Cette initiative rejoint la Stratégie décennale de la BAD, « La stratégie du genre (2021-2025) ». La Banque prévoit d’y consacrer jusqu’à 5 milliards de dollars ces prochaines années.

Son analyse des secteurs clefs montre que les femmes et les filles sont confrontées à plusieurs contraintes qui les empêchent de participer activement et de profiter pleinement du potentiel de l’Afrique et de sa croissance. L’inégalité entre les sexes sur le marché du travail coûte près de 100 milliards de dollars par an à l’Afrique subsaharienne. Une donnée qui démontre la sous-exploitation du potentiel de croissance du continent.

Dans l’agriculture, par exemple, les petites exploitations agricoles tenues par des femmes sont confrontées à un écart de productivité de 20% à 30% par rapport à leurs homologues masculins. La réduction de l’écart entre les sexes dans l’alimentation et l’agriculture pourrait avoir un impact considérable sur le développement, notamment en augmentant la production agricole jusqu’à 19  %,  en stimulant le PIB agricole et global et en sortant des millions de personnes de la pauvreté.

Sur le continent, les entreprises appartenant aux femmes enregistrent des bénéfices mensuels qui sont en moyenne 38% inférieurs à ceux des entreprises appartenant aux hommes. En outre, l’accès des femmes à la technologie numérique reste limité.

La BAD encourage l’égalité homme/femme

De son côté, la BAD considère « avoir réalisé des progrès significatifs dans la promotion de l’égalité des sexes et l’autonomisation des femmes et des filles au fil du temps ». La dimension genre est davantage prise en compte dans ses documents stratégiques, dans ses appuis aux projets, dans ses travaux de recherche.

De même, la Banque investit dans des initiatives spéciales pour soutenir l’égalité des sexes et l’autonomisation des femmes et des filles, notamment en matière d’accès au financement par le biais de l’initiative action positive pour le financement en faveur des femmes en Afrique (AFAWA).

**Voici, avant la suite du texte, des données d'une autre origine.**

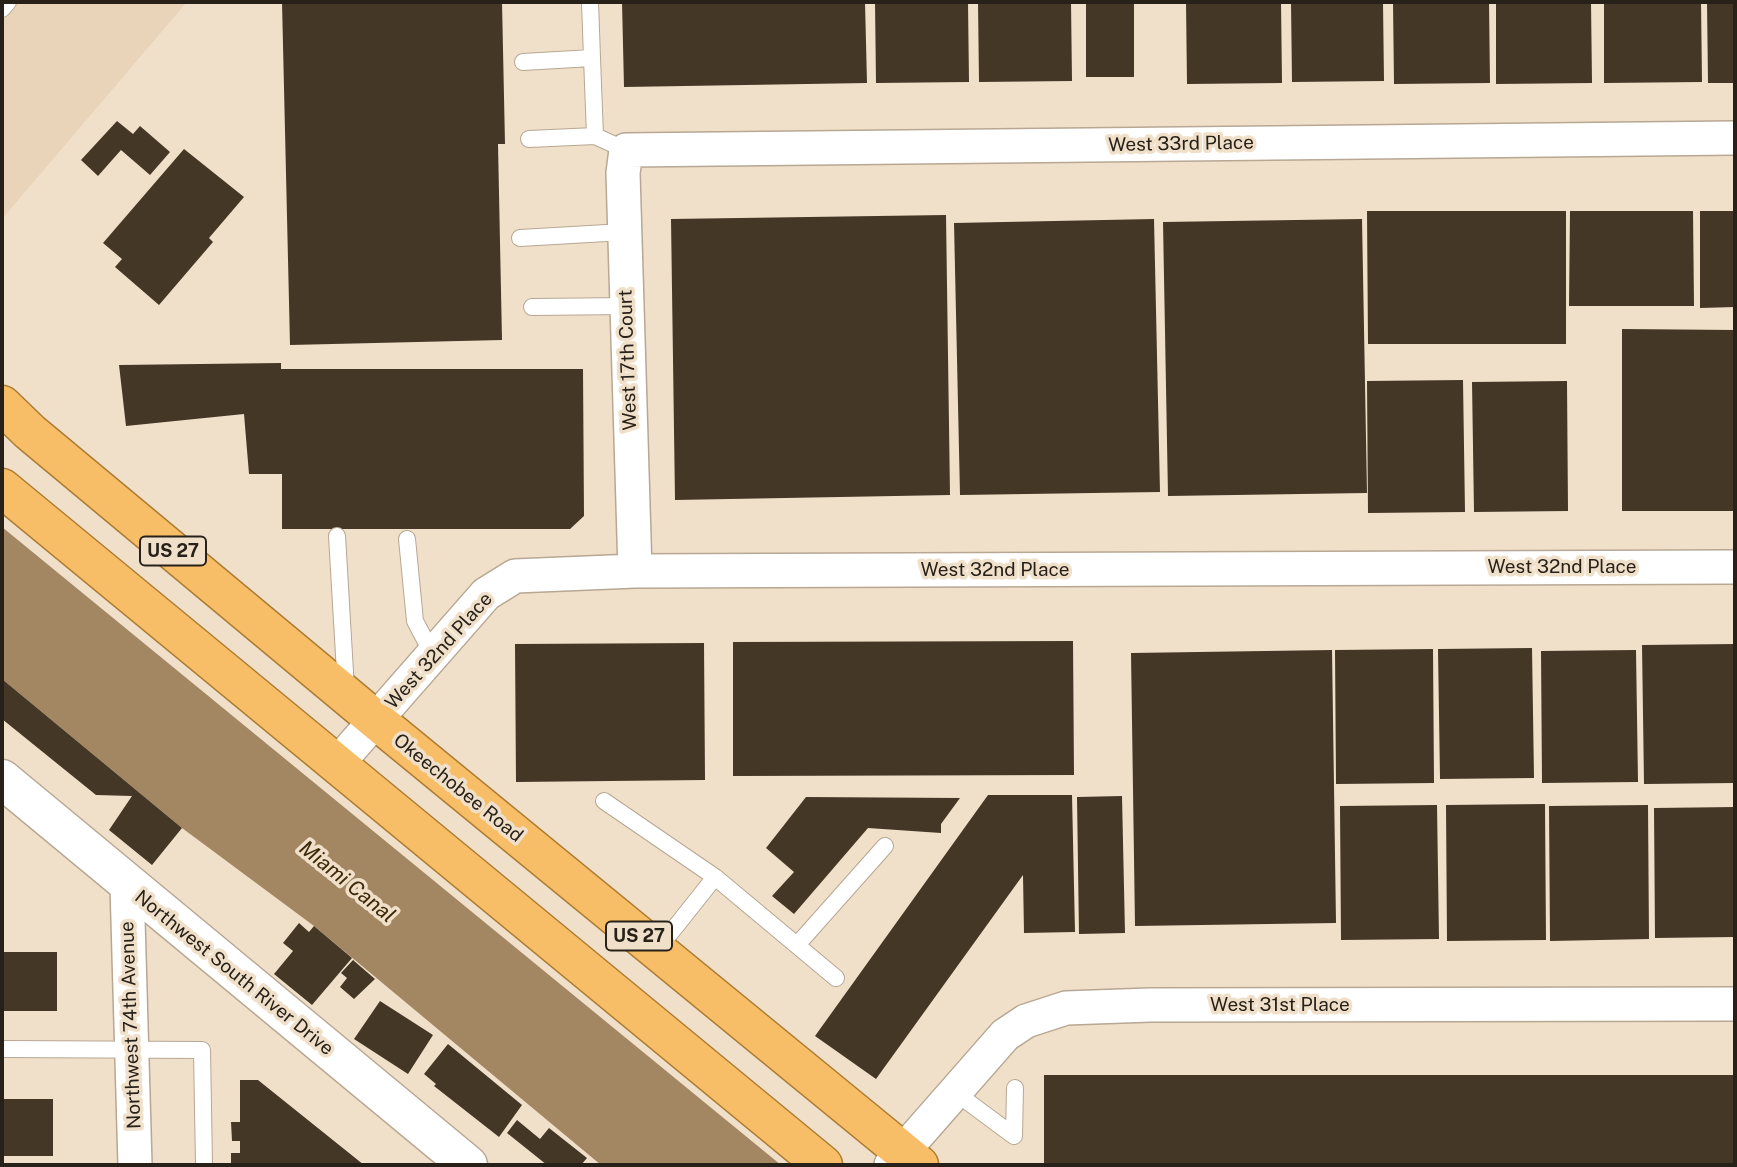 <!DOCTYPE html>
<style>
body{margin:0}
#map{position:relative;width:1737px;height:1167px;overflow:hidden;background:#f0e0ca;font-family:"Public Sans",sans-serif}
canvas{display:block}
.frame{position:absolute;inset:0;border:4px solid #272119;pointer-events:none}
</style>
<div id="map">
<canvas width="1737" height="1167"></canvas>
<div class="frame"></div>
</div>
<script>
const g = document.querySelector('canvas').getContext('2d');
g.lineJoin = 'round';
function fillPath(path, color) {
  g.fillStyle = color;
  g.fill(path, 'evenodd');
}
function shape(rows) {
  const path = new Path2D();
  for (const r of rows) {
    path.moveTo(r[0], r[1]);
    for (let i = 2; i < r.length; i += 2) path.lineTo(r[i], r[i + 1]);
  }
  return path;
}
function stroke(path, color, width, dash) {
  g.strokeStyle = color;
  g.lineWidth = width;
  g.lineCap = dash ? 'butt' : 'round';
  g.setLineDash(dash || []);
  g.stroke(path);
}
function write(font, color, halo, rows, align = 'center') {
  g.font = font + ' "Public Sans",sans-serif';
  g.lineWidth = 7;
  g.setLineDash([]);
  g.textBaseline = 'middle';
  g.strokeStyle = halo;
  g.fillStyle = color;
  for (const [text, x, y, turn = 0] of rows) {
    g.save();
    g.translate(x, y);
    g.rotate((+turn || 0) * Math.PI / 180);
    g.textAlign = isNaN(turn) ? turn : align;
    if (halo) g.strokeText(text, 0, 0);
    g.fillText(text, 0, 0);
    g.restore();
  }
}
fillPath(shape([
 [2,2,187,2,2,219]
]), '#ead4b9');
fillPath(shape([
 [2,527,781,1165,601,1165,314,926,182,828,2,679]
]), '#a38762');
fillPath(shape([
 [282,2,502,2,505,144,498,144,502,340,290,345],
 [622,2,865,2,867,83,624,87],
 [875,2,968,2,969,82,876,83],
 [978,2,1071,2,1072,81,979,82],
 [1086,2,1134,2,1134,77,1086,77],
 [1186,2,1281,2,1282,83,1187,84],
 [1291,2,1383,2,1384,81,1292,82],
 [1393,2,1489,2,1490,83,1394,84],
 [1496,2,1591,2,1592,83,1496,84],
 [1604,2,1701,2,1702,82,1604,83],
 [1707,2,1735,2,1735,83,1708,83],
 [117,121,133,134,140,126,170,152,150,175,121,150,98,176,81,160],
 [184,149,244,197,209,238,213,242,159,305,115,267,122,259,103,243],
 [1367,211,1566,211,1566,344,1368,344],
 [1570,211,1693,211,1694,306,1569,306],
 [1700,211,1735,211,1735,307,1700,308],
 [946,215,950,495,675,500,671,219],
 [1154,219,1160,492,960,495,954,223],
 [1362,219,1367,493,1168,496,1163,222],
 [1622,329,1735,330,1735,511,1622,511],
 [281,363,281,369,583,369,584,516,570,529,282,529,282,474,249,474,244,414,126,426,119,365],
 [1463,380,1465,512,1368,513,1367,381],
 [1567,381,1568,511,1474,512,1472,382],
 [1073,641,1074,775,733,776,733,642],
 [704,643,705,780,516,782,515,644],
 [1735,644,1735,783,1644,784,1642,645],
 [1532,648,1534,778,1440,779,1438,649],
 [1433,649,1434,783,1336,784,1335,650],
 [1332,650,1336,923,1135,926,1131,653],
 [1636,650,1638,782,1542,783,1541,651],
 [2,679,182,828,152,865,109,830,132,796,96,795,2,719],
 [988,795,1072,795,1075,932,1024,933,1023,875,876,1079,815,1036],
 [1122,796,1125,933,1079,934,1077,797],
 [806,797,960,798,941,824,941,833,868,828,794,914,772,896,794,872,766,848],
 [1545,804,1546,940,1447,941,1446,805],
 [1437,805,1439,939,1341,940,1340,806],
 [1648,805,1649,939,1550,941,1549,806],
 [1735,807,1735,937,1655,938,1654,808],
 [299,923,309,932,314,926,352,958,312,1005,274,974,293,951,283,943],
 [2,952,57,952,57,1011,2,1011],
 [353,960,375,979,354,999,340,987,347,978,341,973],
 [380,1001,433,1035,408,1074,354,1039],
 [448,1044,522,1105,499,1137,434,1086,436,1084,424,1074],
 [1044,1075,1735,1075,1735,1165,1044,1165],
 [240,1080,258,1080,364,1165,231,1165,231,1153,240,1153,240,1141,232,1141,231,1122,240,1122],
 [2,1099,53,1099,53,1156,2,1156],
 [517,1120,540,1139,549,1128,587,1158,581,1165,547,1165,507,1133]
]), '#443726');
const service = shape([
 [590,2,592,58],
 [2,9,8,2],
 [523,62,592,58,595,136],
 [529,139,595,136,626,150],
 [520,238,624,232],
 [532,307,627,306],
 [337,536,346,689],
 [407,539,415,621,433,655],
 [604,801,715,877],
 [797,945,885,846],
 [657,950,715,877,836,978],
 [2,1049,202,1050,204,1165],
 [956,1093,1014,1136,1015,1088]
]);
const minor = shape([
 [635,571,623,173,626,150,1735,138],
 [337,764,486,594,515,576,635,571,1735,567],
 [127,885,135,1165],
 [891,1165,1005,1035,1026,1021,1066,1008,1150,1005,1735,1004]
]);
const tertiary = shape([
 [2,779,468,1165]
]);
const trunk = shape([
 [2,405,30,432,377,721,919,1165],
 [2,488,823,1165]
]);
stroke(service, '#b7a793', 18);
stroke(minor, '#b7a793', 36);
stroke(tertiary, '#b7a793', 41);
stroke(trunk, '#ad7c33', 41);
stroke(service, '#fff', 16);
stroke(minor, '#fff', 33);
stroke(tertiary, '#fff', 38);
stroke(trunk, '#f7be67', 38);
for (const [x, y, w] of [
 [173,551,66],
 [639,936,66]
]) {
  const box = new Path2D();
  box.roundRect(x - w / 2, y - 14.5, w, 29, 5);
  g.fillStyle = '#f0e0ca';
  g.fill(box);
  stroke(box, '#272119', 2);
}
write('bold 18px', '#272119', null, [
 ["US 27",173,551],
 ["US 27",639,936]
]);
write('19px', '#272119', '#f0e0ca', [
 ["West 33rd Place",1181,144,-1],
 ["West 17th Court",628,360,-92],
 ["West 32nd Place",1562,567],
 ["West 32nd Place",995,570],
 ["West 32nd Place",439,651,-48],
 ["Okeechobee Road",458,788,39],
 ["Northwest South River Drive",234,973,39],
 ["West 31st Place",1280,1005],
 ["Northwest 74th Avenue",131,1025,-92]
]);
write('italic 21px', '#3e2909', '#f0e0ca', [
 ["Miami Canal",347,882,39]
]);
</script>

Trois piliers stratégiques

La Banque veut jouer un rôle de catalyseur pour accélérer les efforts visant à lutter contre les inégalités entre les sexes et à favoriser une transformation économique plus inclusive pour les femmes, et ce de multiples façons. De plus, la Banque a l’envergure et le prestige pour défendre et promouvoir l’égalité.

La Stratégie genre s’appuie sur trois piliers qui soutiennent les priorités de la Banque visant à promouvoir l’égalité des sexes, l’autonomisation des femmes et des filles et à accélérer le développement économique et social.

En premier lieu, l’autonomisation des femmes par l’accès aux financements et aux marchés. Ce pilier se concentre sur l’amélioration de l’accès aux financements et sur l’assistance technique aux PME gérées par des femmes afin de les transformer en entreprises productives et compétitives.

La Banque s’engage pour accroître la confiance des institutions financières africaines dans le financement et l’assistance technique aux PME dirigées par des femmes. Soutenir les femmes PME avec une assistance technique dans des domaines tels que le développement de modèles d’entreprise, la planification financière et commerciale réduit leur profil de risque. La banque appuiera également les pays membres régionaux afin d’établir un environnement commercial favorable au développement des activités des femmes entrepreneurs.

En deuxième lieu, il s’agit d’accélérer l’insertion professionnelle et la création d’emplois pour les femmes, à travers le renforcement des compétences. Ce pilier est axé sur l’amélioration de l’accès des femmes aux compétences et aux emplois décents. Il tient compte de la nécessité d’initier davantage de femmes aux domaines des sciences, tout en tirant parti de la technologie pour améliorer l’accès aux compétences et à l’information.

Enfin, le troisième pilier est relatif à l’amélioration de l’accès des femmes aux services sociaux, grâce aux infrastructures. La Banque vise à influencer le développement d’infrastructures de qualité, tenant compte de la dimension du genre, afin de garantir aux femmes un accès adéquat à ces infrastructures en tant que parties prenantes.

Pour toutes ces promesses, la BAD entend suivre et publier différents indicateurs pour mesurer les progrès réalisés en Afrique en matière d’égalité des sexes, l’impact des opérations et l’efficacité opérationnelle interne.